About this task - Without the pictures, give every record again exactly.

Collected data:
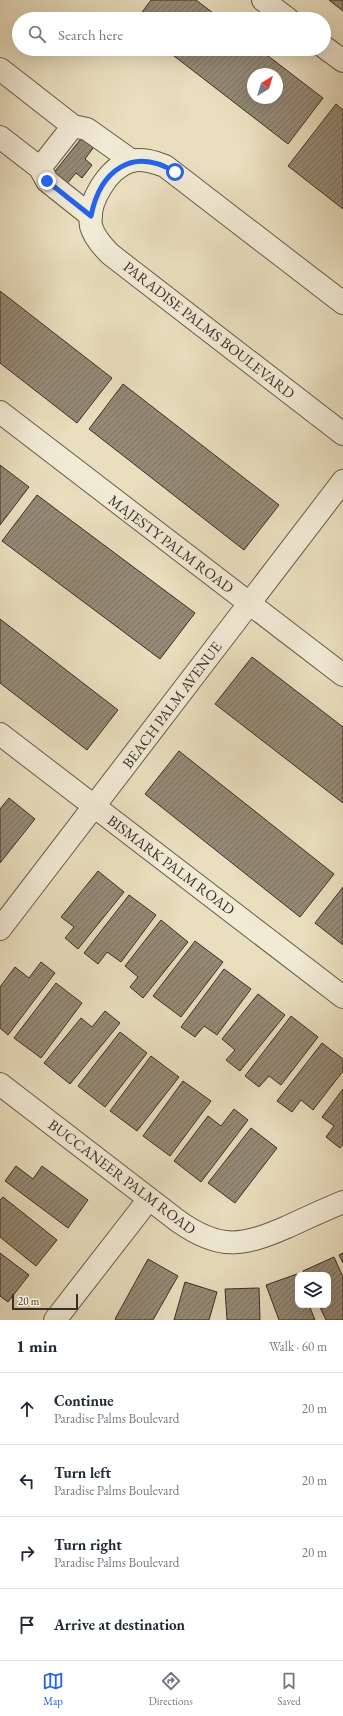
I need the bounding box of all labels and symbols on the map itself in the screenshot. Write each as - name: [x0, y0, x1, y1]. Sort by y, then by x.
- north arrow: [247, 68, 283, 104]
- route start: [166, 163, 184, 181]
- route end: [38, 172, 56, 190]
- street label: PARADISE PALMS BOULEVARD: [120, 257, 299, 402]
- street label: MAJESTY PALM ROAD: [105, 490, 238, 597]
- street label: BEACH PALM AVENUE: [118, 637, 226, 772]
- street label: BISMARK PALM ROAD: [104, 810, 239, 919]
- street label: BUCCANEER PALM ROAD: [45, 1115, 200, 1238]
- scale bar: [12, 1292, 78, 1311]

Response to this exercise -
I need the bounding box of all labels and symbols on the map itself in the screenshot. Write each as - name: [x0, y0, x1, y1]. Sort by y, then by x.
- north arrow: [247, 68, 283, 104]
- route start: [166, 163, 184, 181]
- route end: [38, 172, 56, 190]
- street label: PARADISE PALMS BOULEVARD: [120, 257, 299, 402]
- street label: MAJESTY PALM ROAD: [105, 490, 238, 597]
- street label: BEACH PALM AVENUE: [118, 637, 226, 772]
- street label: BISMARK PALM ROAD: [104, 810, 239, 919]
- street label: BUCCANEER PALM ROAD: [45, 1115, 200, 1238]
- scale bar: [12, 1292, 78, 1311]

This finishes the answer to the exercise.